Personal information
- Date of birth: 8 July 1965 (age 61)
- Place of birth: Casablanca, Morocco
- Height: 1.83 m (6 ft 0 in)
- Position: Striker

Senior career*
- Years: Team / Apps / (Gls)
- 1983–1990: Wydad / 92 / (47)
- 1990–1992: Mallorca / 45 / (7)
- 1992–1995: Farense / 78 / (45)
- 1995–1997: Benfica / 17 / (7)
- 1997–2004: Farense / 174 / (56)
- Total:  / 406 / (162)

International career
- 1987–2001: Morocco / 31 / (9)

= Hassan Nader =

Moroccan footballer

Hassan Nader (حسن ناظر; born 8 July 1965) is a Moroccan former professional footballer who played as a striker.

He spent most of his 21-year senior career in Portugal – amassing Primeira Liga totals of 219 matches and 94 goals – mainly with Farense, where he surpassed the 100-goal mark in official games.

==Club career==
Born in Casablanca, Nader started his career with local Wydad AC before signing with La Liga club RCD Mallorca in 1990–91. At the end of his second season the Balearic Islands team were relegated, and he also had a run-in with manager Lorenzo Serra Ferrer during his spell.

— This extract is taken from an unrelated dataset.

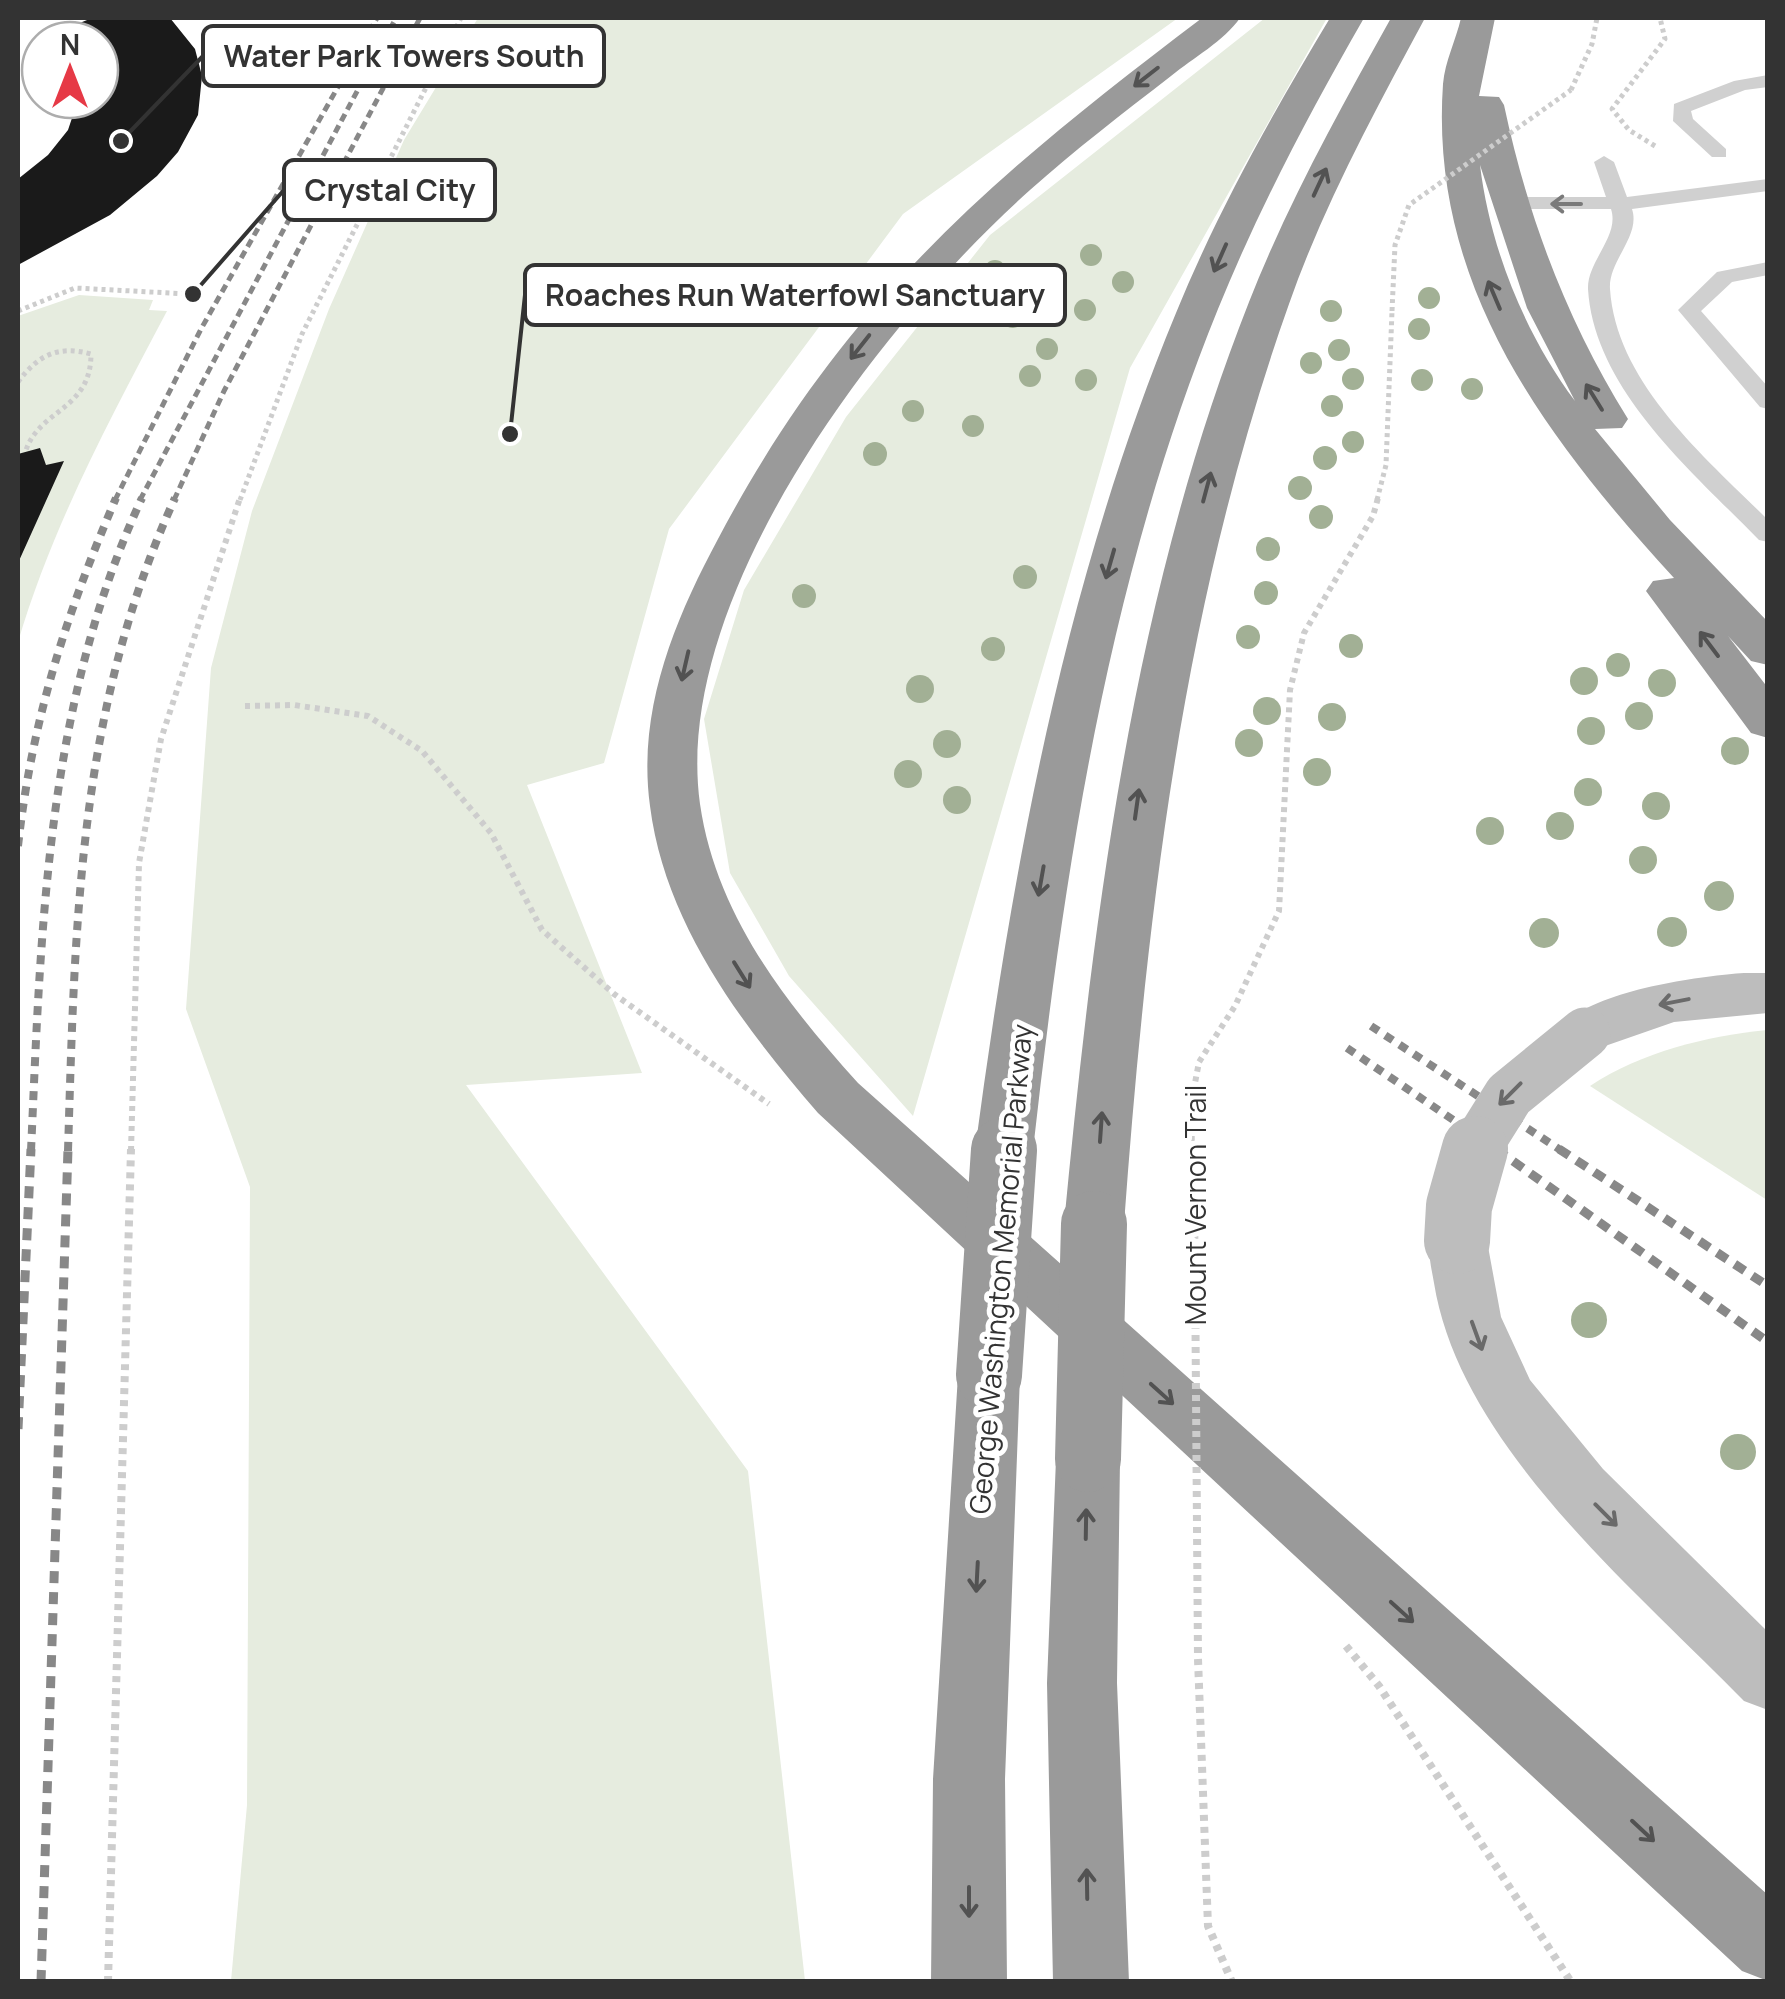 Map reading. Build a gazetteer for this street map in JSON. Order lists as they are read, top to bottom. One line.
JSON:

In July 1992, Nader moved to S.C. Farense in the Primeira Liga, becoming the league's top scorer in the 1994–95 campaign with 21 goals and being influential in the Algarve side's qualification for the UEFA Cup. For eight years, he shared teams with his compatriot Hajry Redouane.

Nader later joined S.L. Benfica, but appeared sparingly throughout two seasons and returned to Farense, where he would remain until his 2004 retirement at the age of 39, as the club was relegated to the Terceira Divisão. He scored 11 league goals in his final year.

==International career==
A senior Morocco international on 31 occasions, Nader played for his country at the 1994 FIFA World Cup, scoring against the Netherlands in a 2–1 group stage loss, and at the 1988 and 1992 Africa Cup of Nations.

==Personal life==
Nader's son, Mohcine, was also a footballer and a striker. Already born in Portugal, he too spent most of his career in that country.